DIRECTIONS FOR THIS TASK >>
Comb through the entries for "absolute" and pull out each line that holds it.

PROVIDED RECORDS >>
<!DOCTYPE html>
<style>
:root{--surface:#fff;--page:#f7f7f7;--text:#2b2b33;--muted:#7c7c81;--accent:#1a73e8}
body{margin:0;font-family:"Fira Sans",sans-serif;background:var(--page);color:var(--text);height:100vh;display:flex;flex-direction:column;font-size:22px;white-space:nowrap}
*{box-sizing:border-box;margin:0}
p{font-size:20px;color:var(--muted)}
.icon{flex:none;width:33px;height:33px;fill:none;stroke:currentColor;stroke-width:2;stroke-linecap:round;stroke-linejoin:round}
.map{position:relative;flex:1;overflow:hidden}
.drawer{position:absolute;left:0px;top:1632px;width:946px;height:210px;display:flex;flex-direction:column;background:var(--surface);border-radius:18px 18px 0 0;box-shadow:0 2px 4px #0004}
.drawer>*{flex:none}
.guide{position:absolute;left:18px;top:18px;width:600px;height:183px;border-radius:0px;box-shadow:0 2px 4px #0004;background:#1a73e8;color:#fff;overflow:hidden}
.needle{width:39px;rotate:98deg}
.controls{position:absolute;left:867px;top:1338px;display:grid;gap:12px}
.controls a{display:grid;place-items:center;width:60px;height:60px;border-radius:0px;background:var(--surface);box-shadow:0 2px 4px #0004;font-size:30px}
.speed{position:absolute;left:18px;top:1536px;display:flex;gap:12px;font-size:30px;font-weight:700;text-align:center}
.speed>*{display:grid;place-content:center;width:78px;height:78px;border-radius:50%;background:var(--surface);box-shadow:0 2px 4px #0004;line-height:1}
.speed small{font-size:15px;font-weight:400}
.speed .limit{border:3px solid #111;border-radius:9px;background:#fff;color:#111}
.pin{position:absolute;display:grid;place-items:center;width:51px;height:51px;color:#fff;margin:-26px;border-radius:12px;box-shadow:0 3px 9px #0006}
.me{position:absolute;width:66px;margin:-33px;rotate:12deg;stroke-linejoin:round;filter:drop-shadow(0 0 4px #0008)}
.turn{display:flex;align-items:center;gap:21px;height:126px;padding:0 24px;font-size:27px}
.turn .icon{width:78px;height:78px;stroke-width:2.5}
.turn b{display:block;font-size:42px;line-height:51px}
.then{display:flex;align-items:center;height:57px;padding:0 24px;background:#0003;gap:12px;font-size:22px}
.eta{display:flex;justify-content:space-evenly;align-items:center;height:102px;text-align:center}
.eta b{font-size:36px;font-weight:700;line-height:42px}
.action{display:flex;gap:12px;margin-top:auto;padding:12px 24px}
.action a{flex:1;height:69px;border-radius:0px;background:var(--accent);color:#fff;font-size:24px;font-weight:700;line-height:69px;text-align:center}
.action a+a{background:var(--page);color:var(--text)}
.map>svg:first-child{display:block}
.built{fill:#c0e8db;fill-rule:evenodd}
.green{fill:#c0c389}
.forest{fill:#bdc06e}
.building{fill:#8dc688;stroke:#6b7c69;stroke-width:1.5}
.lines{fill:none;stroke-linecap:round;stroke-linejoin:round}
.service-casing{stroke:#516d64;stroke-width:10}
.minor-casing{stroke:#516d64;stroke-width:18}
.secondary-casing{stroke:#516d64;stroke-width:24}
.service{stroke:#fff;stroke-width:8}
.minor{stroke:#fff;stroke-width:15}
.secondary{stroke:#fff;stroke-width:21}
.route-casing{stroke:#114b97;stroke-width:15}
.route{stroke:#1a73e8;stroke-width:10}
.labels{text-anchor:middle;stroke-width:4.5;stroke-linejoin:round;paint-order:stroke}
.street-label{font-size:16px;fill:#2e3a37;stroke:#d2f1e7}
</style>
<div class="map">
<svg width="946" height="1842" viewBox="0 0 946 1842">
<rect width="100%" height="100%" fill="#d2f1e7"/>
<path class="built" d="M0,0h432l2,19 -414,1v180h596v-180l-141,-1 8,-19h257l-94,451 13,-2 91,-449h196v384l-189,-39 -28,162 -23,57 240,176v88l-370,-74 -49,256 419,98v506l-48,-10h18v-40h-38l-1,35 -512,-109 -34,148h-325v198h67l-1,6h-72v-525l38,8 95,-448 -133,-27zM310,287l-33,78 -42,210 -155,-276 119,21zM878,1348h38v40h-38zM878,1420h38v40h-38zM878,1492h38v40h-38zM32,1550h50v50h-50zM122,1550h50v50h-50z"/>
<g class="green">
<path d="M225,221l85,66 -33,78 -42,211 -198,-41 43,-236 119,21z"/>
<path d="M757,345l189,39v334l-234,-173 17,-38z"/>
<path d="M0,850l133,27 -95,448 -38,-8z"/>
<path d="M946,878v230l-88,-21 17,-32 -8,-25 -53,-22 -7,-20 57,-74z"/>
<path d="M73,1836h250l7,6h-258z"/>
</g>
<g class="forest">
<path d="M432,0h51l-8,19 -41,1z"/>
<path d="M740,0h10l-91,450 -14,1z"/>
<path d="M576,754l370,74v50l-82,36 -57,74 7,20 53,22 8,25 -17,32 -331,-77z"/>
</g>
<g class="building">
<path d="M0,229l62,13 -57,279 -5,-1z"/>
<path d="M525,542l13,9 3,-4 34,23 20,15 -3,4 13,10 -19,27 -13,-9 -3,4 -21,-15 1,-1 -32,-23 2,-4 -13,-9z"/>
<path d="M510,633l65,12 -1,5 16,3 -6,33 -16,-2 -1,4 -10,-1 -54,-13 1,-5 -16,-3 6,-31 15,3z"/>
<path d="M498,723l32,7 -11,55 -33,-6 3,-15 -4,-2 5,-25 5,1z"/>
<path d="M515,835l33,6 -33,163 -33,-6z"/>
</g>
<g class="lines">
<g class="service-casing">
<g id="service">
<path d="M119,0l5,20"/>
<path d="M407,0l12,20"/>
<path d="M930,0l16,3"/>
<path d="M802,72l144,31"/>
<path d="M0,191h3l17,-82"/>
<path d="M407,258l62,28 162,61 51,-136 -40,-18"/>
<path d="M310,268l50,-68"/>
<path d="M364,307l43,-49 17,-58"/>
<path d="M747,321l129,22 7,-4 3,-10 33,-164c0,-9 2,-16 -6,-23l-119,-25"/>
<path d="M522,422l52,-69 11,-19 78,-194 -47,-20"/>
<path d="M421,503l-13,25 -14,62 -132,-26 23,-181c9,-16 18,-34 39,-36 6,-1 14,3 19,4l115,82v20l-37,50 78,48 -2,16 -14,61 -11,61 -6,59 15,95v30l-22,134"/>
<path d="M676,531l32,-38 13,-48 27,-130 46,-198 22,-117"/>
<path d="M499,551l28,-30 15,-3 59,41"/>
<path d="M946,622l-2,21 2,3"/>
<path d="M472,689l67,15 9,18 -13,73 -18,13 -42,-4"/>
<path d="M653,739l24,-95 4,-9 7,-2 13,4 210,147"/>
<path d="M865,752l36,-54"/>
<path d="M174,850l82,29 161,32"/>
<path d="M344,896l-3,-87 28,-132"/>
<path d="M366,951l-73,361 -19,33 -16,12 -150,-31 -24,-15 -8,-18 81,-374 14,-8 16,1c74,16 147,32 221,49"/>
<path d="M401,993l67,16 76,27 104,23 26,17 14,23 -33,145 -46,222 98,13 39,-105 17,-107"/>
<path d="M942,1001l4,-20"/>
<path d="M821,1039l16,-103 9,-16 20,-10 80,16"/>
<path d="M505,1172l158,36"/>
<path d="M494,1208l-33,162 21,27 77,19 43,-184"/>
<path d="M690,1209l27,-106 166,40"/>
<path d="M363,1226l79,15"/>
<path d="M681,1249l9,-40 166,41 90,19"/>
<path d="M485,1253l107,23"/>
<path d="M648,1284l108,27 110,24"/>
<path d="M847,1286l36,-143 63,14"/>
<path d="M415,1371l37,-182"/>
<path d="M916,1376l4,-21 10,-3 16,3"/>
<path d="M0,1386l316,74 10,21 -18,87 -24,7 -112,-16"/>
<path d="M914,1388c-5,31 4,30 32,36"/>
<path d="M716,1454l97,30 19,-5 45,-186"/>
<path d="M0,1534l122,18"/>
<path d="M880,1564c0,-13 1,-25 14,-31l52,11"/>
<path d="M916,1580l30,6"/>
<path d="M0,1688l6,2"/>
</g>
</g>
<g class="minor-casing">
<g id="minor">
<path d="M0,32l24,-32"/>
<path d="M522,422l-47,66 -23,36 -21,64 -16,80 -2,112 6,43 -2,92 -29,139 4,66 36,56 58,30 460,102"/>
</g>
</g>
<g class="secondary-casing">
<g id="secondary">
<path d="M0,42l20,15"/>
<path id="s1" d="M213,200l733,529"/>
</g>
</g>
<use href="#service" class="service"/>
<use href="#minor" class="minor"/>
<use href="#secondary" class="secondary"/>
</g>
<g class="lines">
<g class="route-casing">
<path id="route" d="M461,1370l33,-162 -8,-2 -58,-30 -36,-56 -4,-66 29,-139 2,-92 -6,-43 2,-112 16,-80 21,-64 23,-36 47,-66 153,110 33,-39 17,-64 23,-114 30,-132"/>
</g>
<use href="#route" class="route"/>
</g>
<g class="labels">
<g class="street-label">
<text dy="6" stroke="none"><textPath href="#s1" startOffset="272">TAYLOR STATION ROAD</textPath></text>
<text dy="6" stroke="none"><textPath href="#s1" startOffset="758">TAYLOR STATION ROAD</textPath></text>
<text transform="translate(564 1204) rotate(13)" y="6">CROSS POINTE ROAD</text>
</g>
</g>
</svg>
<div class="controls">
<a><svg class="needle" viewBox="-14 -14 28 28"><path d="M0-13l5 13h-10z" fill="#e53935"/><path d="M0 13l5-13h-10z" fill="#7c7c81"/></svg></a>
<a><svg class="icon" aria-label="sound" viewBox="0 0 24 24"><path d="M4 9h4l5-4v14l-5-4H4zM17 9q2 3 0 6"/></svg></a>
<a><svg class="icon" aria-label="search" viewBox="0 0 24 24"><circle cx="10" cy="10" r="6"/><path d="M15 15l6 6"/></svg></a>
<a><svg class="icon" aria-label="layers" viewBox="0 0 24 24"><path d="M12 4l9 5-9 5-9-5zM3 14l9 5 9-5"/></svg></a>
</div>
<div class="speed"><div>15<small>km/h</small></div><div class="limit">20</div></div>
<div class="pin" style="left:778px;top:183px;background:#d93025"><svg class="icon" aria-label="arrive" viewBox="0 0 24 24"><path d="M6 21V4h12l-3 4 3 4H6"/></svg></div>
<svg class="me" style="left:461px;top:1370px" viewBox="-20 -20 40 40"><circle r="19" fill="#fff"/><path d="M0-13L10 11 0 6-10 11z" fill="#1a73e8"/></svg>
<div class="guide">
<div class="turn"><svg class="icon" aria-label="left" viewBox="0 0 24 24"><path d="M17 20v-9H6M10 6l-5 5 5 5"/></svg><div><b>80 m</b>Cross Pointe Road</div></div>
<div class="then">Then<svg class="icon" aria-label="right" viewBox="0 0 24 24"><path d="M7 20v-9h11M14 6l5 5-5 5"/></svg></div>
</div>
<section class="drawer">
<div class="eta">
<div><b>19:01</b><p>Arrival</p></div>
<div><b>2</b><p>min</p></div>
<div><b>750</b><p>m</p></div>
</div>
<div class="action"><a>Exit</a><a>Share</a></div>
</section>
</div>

RESPONSE BELOW >>
.drawer{position:absolute;left:0px;top:1632px;width:946px;height:210px;display:flex;flex-direction:column;background:var(--surface);border-radius:18px 18px 0 0;box-shadow:0 2px 4px #0004}
.guide{position:absolute;left:18px;top:18px;width:600px;height:183px;border-radius:0px;box-shadow:0 2px 4px #0004;background:#1a73e8;color:#fff;overflow:hidden}
.controls{position:absolute;left:867px;top:1338px;display:grid;gap:12px}
.speed{position:absolute;left:18px;top:1536px;display:flex;gap:12px;font-size:30px;font-weight:700;text-align:center}
.pin{position:absolute;display:grid;place-items:center;width:51px;height:51px;color:#fff;margin:-26px;border-radius:12px;box-shadow:0 3px 9px #0006}
.me{position:absolute;width:66px;margin:-33px;rotate:12deg;stroke-linejoin:round;filter:drop-shadow(0 0 4px #0008)}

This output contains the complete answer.